I had to get back to the ship control panel and finish launching the emergency blow. Ignoring an alarm that started screeching overhead, I sloshed as fast as I could to the screen, only to see that it was a wasted effort. The damaged power cables hanging from the wall and the rising water meant that all electricity to the control room was being shut down. I watched the panel die. Only then did I turn to the screeching alarm: a sign above it was flashing a single command:
EVACUATE
A display indicated there were three seconds to go before something happened; I guessed what that would be and then I saw Baxter—running—toward me, hauling the small generator behind. “No!” I screamed. “Stop—get back!”

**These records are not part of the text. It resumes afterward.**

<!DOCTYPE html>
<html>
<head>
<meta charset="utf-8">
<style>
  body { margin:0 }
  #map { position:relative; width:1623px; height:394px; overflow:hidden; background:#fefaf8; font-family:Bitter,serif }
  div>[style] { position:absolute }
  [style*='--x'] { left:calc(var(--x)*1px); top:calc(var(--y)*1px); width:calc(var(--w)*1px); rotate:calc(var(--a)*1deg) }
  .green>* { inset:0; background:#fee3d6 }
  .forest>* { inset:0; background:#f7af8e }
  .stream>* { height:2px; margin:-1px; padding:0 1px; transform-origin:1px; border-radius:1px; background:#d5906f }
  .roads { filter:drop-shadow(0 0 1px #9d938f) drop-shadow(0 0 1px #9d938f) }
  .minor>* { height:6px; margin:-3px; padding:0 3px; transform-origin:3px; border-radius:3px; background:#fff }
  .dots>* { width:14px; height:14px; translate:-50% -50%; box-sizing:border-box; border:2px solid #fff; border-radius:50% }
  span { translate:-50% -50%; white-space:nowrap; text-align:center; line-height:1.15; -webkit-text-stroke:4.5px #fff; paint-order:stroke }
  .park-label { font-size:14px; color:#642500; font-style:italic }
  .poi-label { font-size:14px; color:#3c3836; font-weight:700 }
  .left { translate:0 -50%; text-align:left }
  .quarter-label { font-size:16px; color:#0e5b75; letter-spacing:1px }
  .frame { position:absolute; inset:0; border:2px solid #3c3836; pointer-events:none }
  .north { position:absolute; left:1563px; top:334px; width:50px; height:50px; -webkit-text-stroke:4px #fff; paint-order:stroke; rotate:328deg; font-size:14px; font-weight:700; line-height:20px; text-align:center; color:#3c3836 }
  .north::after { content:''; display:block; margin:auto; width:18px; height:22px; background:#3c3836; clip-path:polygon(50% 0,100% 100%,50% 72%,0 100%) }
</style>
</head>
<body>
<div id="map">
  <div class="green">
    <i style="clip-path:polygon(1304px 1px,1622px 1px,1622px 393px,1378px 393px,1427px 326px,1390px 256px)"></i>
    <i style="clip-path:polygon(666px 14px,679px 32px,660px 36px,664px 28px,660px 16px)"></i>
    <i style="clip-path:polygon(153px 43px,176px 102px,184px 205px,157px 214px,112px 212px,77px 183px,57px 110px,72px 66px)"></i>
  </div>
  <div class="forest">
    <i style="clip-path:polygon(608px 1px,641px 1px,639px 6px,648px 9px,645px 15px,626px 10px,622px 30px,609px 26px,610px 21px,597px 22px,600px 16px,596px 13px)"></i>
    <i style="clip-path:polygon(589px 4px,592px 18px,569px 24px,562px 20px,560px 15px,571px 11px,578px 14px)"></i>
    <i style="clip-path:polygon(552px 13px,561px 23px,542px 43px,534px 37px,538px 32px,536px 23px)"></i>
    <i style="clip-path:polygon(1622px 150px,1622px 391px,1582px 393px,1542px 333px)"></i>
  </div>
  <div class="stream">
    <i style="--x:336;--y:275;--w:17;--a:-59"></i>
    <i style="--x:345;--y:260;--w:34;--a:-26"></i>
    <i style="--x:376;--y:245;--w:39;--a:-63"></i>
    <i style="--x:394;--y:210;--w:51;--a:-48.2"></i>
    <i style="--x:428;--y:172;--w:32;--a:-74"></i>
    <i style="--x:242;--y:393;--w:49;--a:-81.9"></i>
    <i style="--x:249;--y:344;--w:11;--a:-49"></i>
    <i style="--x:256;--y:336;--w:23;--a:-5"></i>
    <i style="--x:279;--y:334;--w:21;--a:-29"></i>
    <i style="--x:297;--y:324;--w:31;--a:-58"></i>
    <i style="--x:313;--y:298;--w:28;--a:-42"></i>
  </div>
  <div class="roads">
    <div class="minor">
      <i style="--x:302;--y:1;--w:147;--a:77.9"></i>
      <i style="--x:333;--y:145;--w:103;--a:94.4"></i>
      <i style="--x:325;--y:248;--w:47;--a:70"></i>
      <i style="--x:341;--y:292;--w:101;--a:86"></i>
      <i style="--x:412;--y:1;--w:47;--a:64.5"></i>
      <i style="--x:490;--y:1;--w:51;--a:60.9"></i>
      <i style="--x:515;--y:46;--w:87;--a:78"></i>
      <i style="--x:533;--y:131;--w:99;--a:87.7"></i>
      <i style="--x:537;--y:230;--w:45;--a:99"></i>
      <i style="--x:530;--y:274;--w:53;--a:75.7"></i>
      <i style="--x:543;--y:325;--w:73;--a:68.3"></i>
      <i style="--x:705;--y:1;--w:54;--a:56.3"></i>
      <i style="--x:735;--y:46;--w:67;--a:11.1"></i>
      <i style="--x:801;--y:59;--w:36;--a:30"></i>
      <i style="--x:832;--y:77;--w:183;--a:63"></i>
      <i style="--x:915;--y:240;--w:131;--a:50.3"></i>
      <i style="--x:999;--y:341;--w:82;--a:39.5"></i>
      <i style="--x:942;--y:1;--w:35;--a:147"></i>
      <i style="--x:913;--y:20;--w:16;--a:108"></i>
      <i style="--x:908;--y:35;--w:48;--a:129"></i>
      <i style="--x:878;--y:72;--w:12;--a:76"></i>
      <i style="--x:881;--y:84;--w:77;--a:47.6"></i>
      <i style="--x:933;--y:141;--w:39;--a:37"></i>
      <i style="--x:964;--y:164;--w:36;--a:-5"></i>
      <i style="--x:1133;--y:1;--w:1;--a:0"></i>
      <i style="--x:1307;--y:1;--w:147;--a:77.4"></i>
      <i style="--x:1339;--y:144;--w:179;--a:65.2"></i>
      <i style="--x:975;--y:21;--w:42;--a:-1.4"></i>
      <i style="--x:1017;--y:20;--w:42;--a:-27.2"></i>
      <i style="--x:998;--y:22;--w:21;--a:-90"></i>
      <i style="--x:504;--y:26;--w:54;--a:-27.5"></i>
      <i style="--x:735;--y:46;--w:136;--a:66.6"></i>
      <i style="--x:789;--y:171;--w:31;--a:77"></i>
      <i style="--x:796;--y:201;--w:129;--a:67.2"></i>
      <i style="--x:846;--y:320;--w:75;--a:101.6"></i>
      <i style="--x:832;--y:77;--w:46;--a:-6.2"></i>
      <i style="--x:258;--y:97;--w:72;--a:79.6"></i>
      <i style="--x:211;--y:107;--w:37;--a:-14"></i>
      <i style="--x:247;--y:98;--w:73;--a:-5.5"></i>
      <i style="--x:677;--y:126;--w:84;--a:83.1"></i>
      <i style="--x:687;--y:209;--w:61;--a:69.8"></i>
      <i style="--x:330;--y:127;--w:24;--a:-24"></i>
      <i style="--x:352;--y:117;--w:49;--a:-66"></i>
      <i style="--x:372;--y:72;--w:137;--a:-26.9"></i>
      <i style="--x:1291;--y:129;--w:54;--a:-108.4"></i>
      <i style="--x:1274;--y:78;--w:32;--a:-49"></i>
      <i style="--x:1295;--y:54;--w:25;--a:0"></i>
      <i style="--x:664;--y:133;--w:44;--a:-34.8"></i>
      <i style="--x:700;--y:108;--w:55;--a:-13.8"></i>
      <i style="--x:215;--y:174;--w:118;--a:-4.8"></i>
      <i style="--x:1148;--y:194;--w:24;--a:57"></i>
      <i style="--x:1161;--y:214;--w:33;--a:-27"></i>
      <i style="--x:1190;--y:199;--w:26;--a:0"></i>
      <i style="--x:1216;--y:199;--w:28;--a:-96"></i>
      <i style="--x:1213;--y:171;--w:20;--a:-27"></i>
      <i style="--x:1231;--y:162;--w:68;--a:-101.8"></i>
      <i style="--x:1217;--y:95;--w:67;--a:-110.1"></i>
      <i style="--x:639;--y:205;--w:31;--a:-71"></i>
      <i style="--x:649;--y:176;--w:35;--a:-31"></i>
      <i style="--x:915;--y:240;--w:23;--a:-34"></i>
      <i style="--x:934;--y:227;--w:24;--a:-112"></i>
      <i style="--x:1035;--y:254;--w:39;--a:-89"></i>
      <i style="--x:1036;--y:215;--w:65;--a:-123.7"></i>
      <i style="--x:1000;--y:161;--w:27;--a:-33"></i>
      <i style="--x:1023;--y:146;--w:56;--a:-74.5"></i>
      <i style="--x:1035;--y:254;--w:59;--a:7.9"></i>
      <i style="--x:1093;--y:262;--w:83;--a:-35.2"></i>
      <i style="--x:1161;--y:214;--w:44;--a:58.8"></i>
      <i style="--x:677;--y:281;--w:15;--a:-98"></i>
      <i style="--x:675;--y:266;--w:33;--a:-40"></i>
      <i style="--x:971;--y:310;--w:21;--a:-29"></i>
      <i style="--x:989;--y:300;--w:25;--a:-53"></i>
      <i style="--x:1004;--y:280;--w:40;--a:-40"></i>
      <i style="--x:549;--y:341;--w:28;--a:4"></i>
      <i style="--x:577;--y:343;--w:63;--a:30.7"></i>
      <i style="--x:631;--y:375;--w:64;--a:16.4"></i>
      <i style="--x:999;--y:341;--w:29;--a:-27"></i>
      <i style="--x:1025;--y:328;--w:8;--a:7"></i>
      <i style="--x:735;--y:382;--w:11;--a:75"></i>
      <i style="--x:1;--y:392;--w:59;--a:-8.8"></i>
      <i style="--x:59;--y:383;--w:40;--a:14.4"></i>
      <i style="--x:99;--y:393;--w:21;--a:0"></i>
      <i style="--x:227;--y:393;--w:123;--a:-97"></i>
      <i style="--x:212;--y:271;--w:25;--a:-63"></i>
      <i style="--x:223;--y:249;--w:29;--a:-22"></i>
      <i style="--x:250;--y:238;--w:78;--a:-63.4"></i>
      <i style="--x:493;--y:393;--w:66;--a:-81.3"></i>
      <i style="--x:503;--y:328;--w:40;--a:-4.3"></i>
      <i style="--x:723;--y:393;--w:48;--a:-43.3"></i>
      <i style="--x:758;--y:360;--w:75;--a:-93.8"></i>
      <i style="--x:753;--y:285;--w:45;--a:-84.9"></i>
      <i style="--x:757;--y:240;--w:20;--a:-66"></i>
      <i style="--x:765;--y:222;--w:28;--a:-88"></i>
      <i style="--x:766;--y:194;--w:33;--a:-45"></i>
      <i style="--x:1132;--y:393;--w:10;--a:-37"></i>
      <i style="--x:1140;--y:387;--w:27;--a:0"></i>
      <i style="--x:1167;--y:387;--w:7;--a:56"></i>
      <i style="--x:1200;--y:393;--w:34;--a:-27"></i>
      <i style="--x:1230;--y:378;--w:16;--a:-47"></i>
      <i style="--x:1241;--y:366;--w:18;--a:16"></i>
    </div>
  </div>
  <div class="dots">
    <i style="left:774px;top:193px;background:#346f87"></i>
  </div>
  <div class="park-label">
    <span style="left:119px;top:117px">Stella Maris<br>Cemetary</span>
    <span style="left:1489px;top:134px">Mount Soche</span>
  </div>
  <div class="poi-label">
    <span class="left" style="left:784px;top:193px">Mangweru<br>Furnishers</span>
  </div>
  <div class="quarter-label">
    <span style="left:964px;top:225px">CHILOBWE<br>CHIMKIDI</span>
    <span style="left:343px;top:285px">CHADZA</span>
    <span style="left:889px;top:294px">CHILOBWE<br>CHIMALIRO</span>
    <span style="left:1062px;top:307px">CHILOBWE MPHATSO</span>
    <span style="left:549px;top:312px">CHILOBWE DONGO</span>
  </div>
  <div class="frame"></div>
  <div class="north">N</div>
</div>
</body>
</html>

He had no idea why, but he stopped just short of the doorway. I scrambled toward the door myself—four paces, five—but I was slowed by the water swirling around my calves. One second to go, the display said—
I had no choice if I didn’t want to be sealed in a watertight coffin. I dived headlong for the doorway. In midair, I heard two explosions of compressed air from the bulkhead above ring out like gunshots. They activated a heavy steel slab—a watertight door—which immediately plunged down from a cavity in the roof.
I was flying through the opening and the slab was right above me, dropping like a stone. My body and thighs managed to get through the diminishing space but my legs were trailing, about to be hit.